My thinking is that I could use Rolle's Theorem. This theorem states that if we let $f$ be continuous on a closed interval $[a,b]$ and differentiable on the open interval $(a,b)$. So if $f(a)=f(b)$ then there is at lest one point $c$ in $(a,b)$ where $f'(c)=0$
Can I use this logic? and if so how?
 A: If $f$ is not identically zero, there must be some minimal $N$ such that $a_N\neq0$. This implies
$$f(x)=x^N\sum_{n=0}^\infty a_{n+N}x^n.$$
In particular, we have $\lim_{x\to0}\frac{f(x)}{x^N}=a_N$. Since $x_k\neq0$ and $f(x_k)=0$, this implies
$$0=\frac{f(x_k)}{x_k^N}\to a_N\qquad\text{as }k\to\infty,$$
that is, $a_N=0$ which is a contradiction. This completes the proof.

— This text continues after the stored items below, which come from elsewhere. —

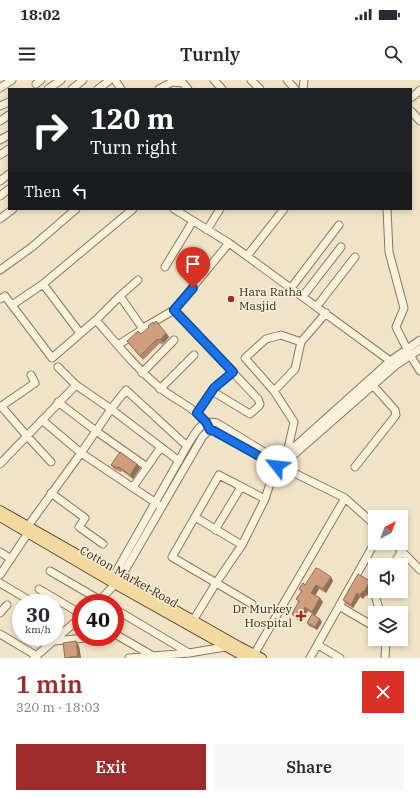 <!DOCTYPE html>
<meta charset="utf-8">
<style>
:root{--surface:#fff;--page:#f7f7f7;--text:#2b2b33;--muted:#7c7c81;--accent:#9e2a2b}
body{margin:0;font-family:"IBM Plex Serif",serif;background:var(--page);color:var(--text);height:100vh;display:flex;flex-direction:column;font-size:15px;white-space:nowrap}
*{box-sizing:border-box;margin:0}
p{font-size:13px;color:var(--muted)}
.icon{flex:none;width:22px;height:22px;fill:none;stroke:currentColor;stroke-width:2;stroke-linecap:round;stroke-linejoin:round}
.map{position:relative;height:578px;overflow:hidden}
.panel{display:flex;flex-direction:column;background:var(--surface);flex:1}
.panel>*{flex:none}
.banner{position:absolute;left:8px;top:8px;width:404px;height:122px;border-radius:0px;box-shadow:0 2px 6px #0003;background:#202124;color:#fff;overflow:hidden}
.needle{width:26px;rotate:41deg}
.buttons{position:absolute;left:368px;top:430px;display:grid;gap:8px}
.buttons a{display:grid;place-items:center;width:40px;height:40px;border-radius:0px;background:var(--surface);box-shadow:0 2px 6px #0003;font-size:20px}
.speed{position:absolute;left:12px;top:514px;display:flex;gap:8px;font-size:20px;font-weight:700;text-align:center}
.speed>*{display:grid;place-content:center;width:52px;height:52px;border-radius:50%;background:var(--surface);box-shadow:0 2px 6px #0003;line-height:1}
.speed small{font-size:10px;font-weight:400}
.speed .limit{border:6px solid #d22;background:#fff;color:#111}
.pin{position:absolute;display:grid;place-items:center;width:34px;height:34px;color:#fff;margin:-41px -17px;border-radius:50% 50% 50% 0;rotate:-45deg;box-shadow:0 0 4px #0007}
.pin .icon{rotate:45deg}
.me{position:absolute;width:44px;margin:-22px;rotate:299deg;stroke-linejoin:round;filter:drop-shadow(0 0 3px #0008)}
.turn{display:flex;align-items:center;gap:14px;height:84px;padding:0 16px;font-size:18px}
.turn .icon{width:52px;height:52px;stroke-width:2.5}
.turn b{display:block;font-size:28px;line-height:34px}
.then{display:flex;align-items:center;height:38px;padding:0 16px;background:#0003;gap:8px;font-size:15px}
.round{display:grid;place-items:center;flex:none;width:42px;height:42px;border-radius:0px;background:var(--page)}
.summary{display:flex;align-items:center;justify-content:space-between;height:68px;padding:0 16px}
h1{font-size:24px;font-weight:600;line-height:30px;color:var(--accent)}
.cta{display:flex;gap:8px;margin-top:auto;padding:8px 16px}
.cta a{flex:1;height:46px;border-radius:0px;background:var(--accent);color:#fff;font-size:16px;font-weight:600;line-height:46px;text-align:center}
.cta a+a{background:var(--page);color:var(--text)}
.status{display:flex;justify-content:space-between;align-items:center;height:28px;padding:0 20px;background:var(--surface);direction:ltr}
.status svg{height:11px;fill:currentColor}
header{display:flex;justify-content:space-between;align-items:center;height:52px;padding:0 16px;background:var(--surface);font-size:18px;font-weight:600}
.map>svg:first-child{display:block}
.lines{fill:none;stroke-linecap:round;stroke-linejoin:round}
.minor-casing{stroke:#8d765c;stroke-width:9}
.major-casing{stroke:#5b4430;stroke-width:10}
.minor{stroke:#faf1dc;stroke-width:7}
.major{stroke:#f3d9a0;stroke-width:8}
.wall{fill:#b2896c}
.shaded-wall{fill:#916f58}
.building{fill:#cf9f7d;stroke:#916f58}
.route-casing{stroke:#114b97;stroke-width:10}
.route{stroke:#1a73e8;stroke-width:7}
.poi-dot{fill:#9e2a2b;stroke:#f7eed8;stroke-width:1.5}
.labels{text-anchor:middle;stroke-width:3;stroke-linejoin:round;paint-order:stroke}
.poi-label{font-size:12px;fill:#3d2e20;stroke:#f7eed8;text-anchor:start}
.street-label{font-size:12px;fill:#3d2e20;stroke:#f7eed8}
</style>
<div class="status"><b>18:02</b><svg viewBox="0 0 49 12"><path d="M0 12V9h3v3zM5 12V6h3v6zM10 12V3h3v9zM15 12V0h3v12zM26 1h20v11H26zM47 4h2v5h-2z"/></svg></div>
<header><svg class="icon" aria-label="menu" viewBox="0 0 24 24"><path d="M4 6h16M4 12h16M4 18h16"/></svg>Turnly<svg class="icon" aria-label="search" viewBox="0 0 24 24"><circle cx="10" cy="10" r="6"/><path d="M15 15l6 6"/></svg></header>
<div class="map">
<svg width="420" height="578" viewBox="0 0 420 578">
<rect width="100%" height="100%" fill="#f0e4c8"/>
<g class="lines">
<!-- minor casing -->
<g class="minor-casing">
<path id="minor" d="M115 0 121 9
M214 0 222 9
M251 0 260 9
M287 0 295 9
M36 4 41 0
M0 8 12 0
M48 9 61 0
M72 9 83 0
M98 9 110 0
M159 9 172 2 183 3 188 9
M303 9 304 0
M411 18 420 10
M0 26 9 22
M411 31 420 41
M0 41 9 35
M0 60 9 55
M0 75 9 69
M0 101 9 94
M0 116 9 109
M174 129 229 163 393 283
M387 129 389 172 404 228 396 247 410 275 420 291
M0 139 13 129
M207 150 220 129
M247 176 284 129
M165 187 193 141
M0 190 32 167 76 129
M43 204 80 253
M291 208 339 145
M303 216 341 167
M0 219 5 216 52 278 96 240 120 216
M12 225 43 204 133 129
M317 226 355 177
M96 240C116 263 136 288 159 307 174 320 197 328 207 345
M145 247 174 230
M118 265 143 249 120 216 138 200
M58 287 76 305
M142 293 174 260
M160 309 194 275
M212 311 250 334 259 326 260 324 258 319 174 230 229 163
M274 311 295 289 301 262
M58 322 96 351 147 387
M1 326 27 356 51 382
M0 327 35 303 31 295
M197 333 214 308 233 292
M42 340 81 373 159 425
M287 373 294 342 274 311 245 278 266 259 281 255 301 262 326 233
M283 381 282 385 286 389 345 418 375 445
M0 384 76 305 111 329 179 381
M355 387 396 335 395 330 371 303
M133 407 161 367
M51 413 85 438 79 447 103 464
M195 437 242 465
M28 446 81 373 111 329 126 310 187 366
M215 450 241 407
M394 463 420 490
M0 472 11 479
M393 485 402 471
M50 491 105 523
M0 495 28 453
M112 499 187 366C195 354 200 339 217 343L274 378 283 377 390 281 420 260
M0 503 27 519
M39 509 81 534
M376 511 375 514 380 533
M97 523 120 499 203 356C207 352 209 350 214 351L277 385H282L396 285 420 269
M252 524 172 477 219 395 265 419
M339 526 375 547
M115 529 189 573
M0 533 7 525
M191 544 216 503 242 465 265 419 277 382
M0 554 37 576
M115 554 153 576
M54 561 96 557
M318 565 340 578
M34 578 81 537
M129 578 189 573 225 567
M252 578 345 418
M310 578 375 462
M385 578 386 559"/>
</g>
<!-- major casing -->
<g class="major-casing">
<path id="major" d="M0 430 239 566 262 578
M0 437 116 505 246 578"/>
</g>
<!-- minor -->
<use href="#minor" class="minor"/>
<!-- major -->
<use href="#major" class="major"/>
</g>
<!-- wall -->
<path class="wall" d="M166 253 169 257 164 263 162 265 160 263 143 280 130 265 127 261 141 254Z
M111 385 140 388 133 399 122 391 121 392 114 389Z
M333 501 326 513 319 509 315 516 320 518 323 522 315 536 308 531 301 542 295 538 292 534 299 522 296 519 301 512 299 509 305 505Z
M372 505 367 516 366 515 363 519 360 517 353 528 346 524 343 520Z
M322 542 317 550 309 546 307 543Z
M76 561 79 566 81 578H65Z"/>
<!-- shaded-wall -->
<path class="shaded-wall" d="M166 253 169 257 164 263 161 259Z
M137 384 140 388 133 399 130 395Z
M331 497 333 501 326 513 323 509Z
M370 501 372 505 367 516 364 512Z
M316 505 319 509 314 517 311 513Z
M363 511 366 515 363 519 360 515Z
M357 513 360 517 353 528 351 525Z
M320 518 323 522 315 536 312 532Z
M305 527 308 531 301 542 299 538Z
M320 539 322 542 317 550 315 547Z
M76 561 79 566 81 578H80L78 576Z"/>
<!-- building -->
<path class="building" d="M156 241 166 253 161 259 158 260 157 259 140 276 127 261 138 251 141 254 149 247 148 246 149 245 153 242 154 244Z
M120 372 137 384 130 395 119 387 118 388 111 385Z
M316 488 319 489 331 497 323 509 316 505 311 513 320 518 312 532 305 527 299 538 292 534 299 521 296 519 302 511 299 509 303 503 305 505Z
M358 494 370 501 364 512 363 511 360 515 357 513 351 525 343 520Z
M312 534 320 539 315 547 307 543Z
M76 561 78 576 65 578 63 563Z"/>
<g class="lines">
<!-- route casing -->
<g class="route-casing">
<path id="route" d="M193 208 174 230 233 292 214 308 197 333 206 342 210 350 214 351 277 386"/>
</g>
<!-- route -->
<use href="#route" class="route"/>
</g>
<!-- markers -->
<g class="poi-dot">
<circle cx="231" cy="219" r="4"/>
<path d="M299 530h4v4h4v4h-4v4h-4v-4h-4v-4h4z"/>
</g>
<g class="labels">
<!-- poi labels -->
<g class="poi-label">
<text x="239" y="216">Hara Ratha<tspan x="239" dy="14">Masjid</tspan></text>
<text x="292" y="533" text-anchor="end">Dr Murkey<tspan x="292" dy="14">Hospital</tspan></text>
</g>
<!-- street labels -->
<g class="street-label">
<text transform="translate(129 497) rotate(30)" y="4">Cotton Market Road</text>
</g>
</g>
</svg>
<div class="buttons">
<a><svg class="needle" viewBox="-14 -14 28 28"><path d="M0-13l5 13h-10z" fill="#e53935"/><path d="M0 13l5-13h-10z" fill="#7c7c81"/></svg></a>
<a><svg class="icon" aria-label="sound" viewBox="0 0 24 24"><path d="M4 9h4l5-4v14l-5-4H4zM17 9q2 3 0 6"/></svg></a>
<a><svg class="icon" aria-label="layers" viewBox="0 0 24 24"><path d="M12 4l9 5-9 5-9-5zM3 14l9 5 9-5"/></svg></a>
</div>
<div class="speed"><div>30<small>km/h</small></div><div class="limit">40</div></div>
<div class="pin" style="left:193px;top:208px;background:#d93025"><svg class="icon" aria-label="arrive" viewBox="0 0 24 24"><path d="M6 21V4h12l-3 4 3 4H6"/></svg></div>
<svg class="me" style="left:277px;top:386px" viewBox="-20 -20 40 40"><circle r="19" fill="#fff"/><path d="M0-13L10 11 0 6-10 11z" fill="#1a73e8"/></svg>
<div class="banner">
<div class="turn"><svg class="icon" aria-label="right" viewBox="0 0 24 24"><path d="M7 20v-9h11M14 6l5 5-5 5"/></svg><div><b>120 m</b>Turn right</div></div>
<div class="then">Then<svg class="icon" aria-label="left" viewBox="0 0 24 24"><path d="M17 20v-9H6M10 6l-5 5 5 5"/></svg></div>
</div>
</div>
<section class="panel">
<div class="summary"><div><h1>1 min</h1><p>320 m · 18:03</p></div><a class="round" style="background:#d93025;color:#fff"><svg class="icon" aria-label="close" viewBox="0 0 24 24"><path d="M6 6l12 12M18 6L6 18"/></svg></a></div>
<div class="cta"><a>Exit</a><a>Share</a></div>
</section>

A: Notation: $f^{(j)}$ denotes the $j$th derivative of $f$, with $f^{(0)}=f$.
(I). Suppose $\{n:x_n>0\}$ is infinite. Take a strictly decreasing positive sub-sequence $(y_{0,n})_n$ of $(x_n)_n$. 

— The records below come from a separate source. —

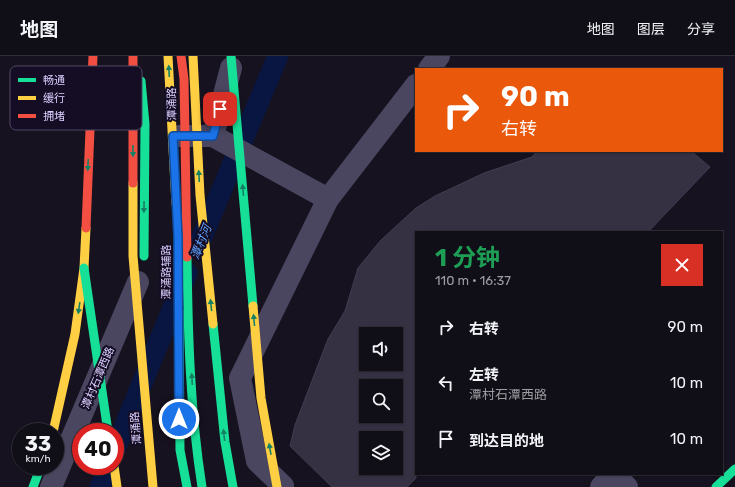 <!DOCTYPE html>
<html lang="zh">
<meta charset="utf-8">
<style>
body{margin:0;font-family:Rubik,"Noto Sans SC",sans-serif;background:#1e1c24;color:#f1f3f6;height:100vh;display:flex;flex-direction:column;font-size:15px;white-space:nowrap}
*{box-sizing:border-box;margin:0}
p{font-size:13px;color:#9c9ca1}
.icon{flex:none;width:22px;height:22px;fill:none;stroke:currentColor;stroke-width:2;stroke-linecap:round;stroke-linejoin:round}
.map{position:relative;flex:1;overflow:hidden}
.side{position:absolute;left:415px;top:175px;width:308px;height:244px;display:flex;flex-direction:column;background:#100e17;border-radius:0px;box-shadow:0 1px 3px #0004,0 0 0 1px #302e36}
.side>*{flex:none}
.banner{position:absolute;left:415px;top:12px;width:308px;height:84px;border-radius:0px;box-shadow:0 1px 3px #0004,0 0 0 1px #302e36;background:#ea580c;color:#fff;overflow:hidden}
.tools{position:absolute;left:359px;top:271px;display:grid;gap:8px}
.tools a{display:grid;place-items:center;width:44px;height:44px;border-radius:0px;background:#100e17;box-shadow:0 1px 3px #0004,0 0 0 1px #302e36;font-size:20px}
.speed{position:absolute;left:12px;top:367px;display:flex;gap:8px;font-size:20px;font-weight:700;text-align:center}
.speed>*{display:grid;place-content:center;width:52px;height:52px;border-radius:50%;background:#100e17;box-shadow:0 1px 3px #0004,0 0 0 1px #302e36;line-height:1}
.speed small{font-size:10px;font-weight:400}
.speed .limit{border:6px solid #d22;background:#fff;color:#111}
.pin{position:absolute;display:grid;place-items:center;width:34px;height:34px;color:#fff;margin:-17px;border-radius:8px;box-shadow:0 2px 6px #0006}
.me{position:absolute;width:44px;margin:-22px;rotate:0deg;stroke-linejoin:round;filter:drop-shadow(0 0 3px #0008)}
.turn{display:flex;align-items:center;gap:14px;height:84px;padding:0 20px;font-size:18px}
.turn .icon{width:52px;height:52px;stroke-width:2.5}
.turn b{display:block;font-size:28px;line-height:34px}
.round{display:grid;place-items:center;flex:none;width:42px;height:42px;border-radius:0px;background:#1e1c24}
.headline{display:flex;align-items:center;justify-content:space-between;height:68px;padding:0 20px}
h1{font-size:24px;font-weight:700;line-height:30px;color:#1e9e55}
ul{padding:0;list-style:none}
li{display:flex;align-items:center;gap:12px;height:56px;padding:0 20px}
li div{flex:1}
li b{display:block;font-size:15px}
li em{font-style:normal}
header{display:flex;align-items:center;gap:24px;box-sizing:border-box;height:56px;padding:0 20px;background:#100e17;border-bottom:1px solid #302e36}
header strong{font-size:19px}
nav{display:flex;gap:22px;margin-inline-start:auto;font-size:14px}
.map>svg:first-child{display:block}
</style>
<header>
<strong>地图</strong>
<nav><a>地图</a><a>图层</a><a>分享</a></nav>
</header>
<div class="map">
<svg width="735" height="431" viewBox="0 0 735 431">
<rect width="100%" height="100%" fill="#16121f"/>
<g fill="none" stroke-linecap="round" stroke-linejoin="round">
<g stroke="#081641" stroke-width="21">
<path d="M202,181L278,0"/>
<path d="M115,394L187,217"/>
<path d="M100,431L109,410"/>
</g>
</g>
<path fill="#353042" stroke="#433c53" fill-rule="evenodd" d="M537,95H691L710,111L648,176H416V422L407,431H332L290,390L295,369L328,283L345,255L358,212L381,184L416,152L435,140L484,117L532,101ZM366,278H396V308H366ZM366,330H396V360H366ZM366,382H396V412H366Z"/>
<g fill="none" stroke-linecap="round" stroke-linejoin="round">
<g stroke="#4b4660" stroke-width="22">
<path d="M429,13L439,0"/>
<path d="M179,80H213L328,143"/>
<path d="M213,80L231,12"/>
<path d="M614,418L627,431"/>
<path d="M283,430L257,405L240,322L328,143L416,29"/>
<path d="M51,431L138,226"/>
<path d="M601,431L613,418"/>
</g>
<g stroke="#16e098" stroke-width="9">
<path d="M141,25L145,68L144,200"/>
<path d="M179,255L180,394L187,431"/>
<path d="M33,431L41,410"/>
<path d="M716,431L735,413"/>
</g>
<g stroke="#ffcf43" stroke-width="9">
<path d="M168,0L176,148"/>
<path d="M53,376L75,278L84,212L86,172"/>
<path d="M114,410L117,431"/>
</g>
<path stroke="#f24e42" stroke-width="9" d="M86,172L93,0"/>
<g stroke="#16e098" stroke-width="9">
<path d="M231,0L253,250"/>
<path d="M187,201C188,277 190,355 202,431"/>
<path d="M84,212L108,376"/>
<path d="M213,268L225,386L233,431"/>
</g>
<g stroke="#ffcf43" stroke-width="9">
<path d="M193,0L200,139L213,268"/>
<path d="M133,127V200L153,431"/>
<path d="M253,250L261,342L277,431"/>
</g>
<g stroke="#f24e42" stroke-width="9">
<path d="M133,0V127"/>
<path d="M181,0L184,23L187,201"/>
</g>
</g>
<defs><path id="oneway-solid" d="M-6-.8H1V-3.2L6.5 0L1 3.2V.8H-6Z"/></defs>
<g fill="#158164">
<use href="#oneway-solid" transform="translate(169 15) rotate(-93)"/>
<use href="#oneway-solid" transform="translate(133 95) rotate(90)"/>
<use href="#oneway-solid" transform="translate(88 109) rotate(92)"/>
<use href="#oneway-solid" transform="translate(199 120) rotate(-93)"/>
<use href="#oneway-solid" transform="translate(243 134) rotate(-95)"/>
<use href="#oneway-solid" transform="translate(144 151) rotate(91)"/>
<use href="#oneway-solid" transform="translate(211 249) rotate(-96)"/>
<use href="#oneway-solid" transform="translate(79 252) rotate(98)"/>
<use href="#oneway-solid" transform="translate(254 264) rotate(-95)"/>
<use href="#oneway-solid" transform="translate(192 323) rotate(-93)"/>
<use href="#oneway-solid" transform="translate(224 379) rotate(-96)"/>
<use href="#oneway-solid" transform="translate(270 393) rotate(-100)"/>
</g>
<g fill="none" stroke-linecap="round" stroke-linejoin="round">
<g stroke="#114b97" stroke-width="10">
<path id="route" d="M179,363L178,181L173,80H213L220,53"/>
</g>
<use href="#route" stroke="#1a73e8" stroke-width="7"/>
</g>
<g text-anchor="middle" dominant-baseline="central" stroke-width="4" stroke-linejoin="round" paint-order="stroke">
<g font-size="11" fill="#dbd0ff" stroke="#140d24">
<text transform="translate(172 48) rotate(-91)">潭涌路</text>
<text transform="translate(166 216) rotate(-90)">潭涌路辅路</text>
<text transform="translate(98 322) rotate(-67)">潭村石潭西路</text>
<text transform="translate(136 372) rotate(-95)">潭涌路</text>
</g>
<g font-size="12" font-style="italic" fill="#5ea2ff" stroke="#140d24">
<text transform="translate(201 186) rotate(-68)">潭村河</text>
</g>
</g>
<rect x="10" y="10" width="132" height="64" rx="6" fill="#140d24" stroke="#504866" stroke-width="1"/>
<rect x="18" y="22" width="18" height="4" fill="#16e098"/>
<rect x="18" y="40" width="18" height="4" fill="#ffcf43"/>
<rect x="18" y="58" width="18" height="4" fill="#f24e42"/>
<g font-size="11" fill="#dbd0ff">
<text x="43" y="28">畅通</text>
<text x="43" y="46">缓行</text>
<text x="43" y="64">拥堵</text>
</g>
</svg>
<div class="tools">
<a><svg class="icon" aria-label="sound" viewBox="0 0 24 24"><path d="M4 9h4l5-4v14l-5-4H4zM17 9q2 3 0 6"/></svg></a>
<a><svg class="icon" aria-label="search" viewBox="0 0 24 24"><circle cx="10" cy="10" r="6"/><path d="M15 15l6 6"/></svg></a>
<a><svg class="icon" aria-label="layers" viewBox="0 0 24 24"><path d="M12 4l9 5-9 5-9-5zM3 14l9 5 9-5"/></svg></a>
</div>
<div class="speed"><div>33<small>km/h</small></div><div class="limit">40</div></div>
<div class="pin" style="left:220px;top:53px;background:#d93025"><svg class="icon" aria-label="arrive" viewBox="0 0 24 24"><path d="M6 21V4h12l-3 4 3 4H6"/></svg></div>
<svg class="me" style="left:179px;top:363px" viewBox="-20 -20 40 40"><circle r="17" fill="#1a73e8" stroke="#fff" stroke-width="3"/><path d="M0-11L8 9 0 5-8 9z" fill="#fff"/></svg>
<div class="banner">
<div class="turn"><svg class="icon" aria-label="right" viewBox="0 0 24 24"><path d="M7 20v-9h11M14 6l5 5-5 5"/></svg><div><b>90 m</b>右转</div></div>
</div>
<section class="side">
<div class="headline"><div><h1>1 分钟</h1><p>110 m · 16:37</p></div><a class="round" style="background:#d93025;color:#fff"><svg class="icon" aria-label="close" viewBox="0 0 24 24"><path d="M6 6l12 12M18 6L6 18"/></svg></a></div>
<ul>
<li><svg class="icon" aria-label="right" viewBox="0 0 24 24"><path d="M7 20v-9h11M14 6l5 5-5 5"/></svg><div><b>右转</b></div><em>90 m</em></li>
<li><svg class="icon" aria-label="left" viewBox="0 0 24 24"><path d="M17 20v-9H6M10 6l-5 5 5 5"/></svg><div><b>左转</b><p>潭村石潭西路</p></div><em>10 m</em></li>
<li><svg class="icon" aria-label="arrive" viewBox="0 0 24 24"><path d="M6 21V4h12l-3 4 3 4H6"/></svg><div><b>到达目的地</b></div><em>10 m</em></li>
</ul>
</section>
</div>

Let $S(j)$ be the sentence: There exists a strictly decreasing sequence $(y_{j,n})_n$ in $(0,R)$, converging to $0,$ with $f^{(j)}(y_{j,n})=0$ for all $n.$ 
We have $S(0).$
If $S(j)$ then  by Rolle's Theorem, for each $n$ there exists $y_{j+1,n}\in (y_{j,n+1},y_{j,n})$ with $f^{(j+1)}(y_{j+1,n})=0.$ So $S(j)\implies S(j+1).$
So by induction on $j$ we have $S(j)$ for all $j\geq 0.$ 
Each $f^{(j)}$ is differentiable and therefore continuous, so for each $j$ we have $$j!a_j=f^{(j)}(0)=\lim_{n\to \infty}f^{(j)}(y_{j,n})=\lim_{n\to \infty}0=0.$$
(II). If $\{n:x_n>0\}$ is finite then $\{n:x_n<0\}$ is infinite and we can take a strictly increasing negative sub-sequence $(y_{0,n})_n$ of $(x_n)_n$ and proceed simiarly to the method of (I)...... Alternatively, we can let $g(x)=f(-x)$ and apply (I) to $g,$ and the last line is $(-1)^j\cdot j!a_j=0$.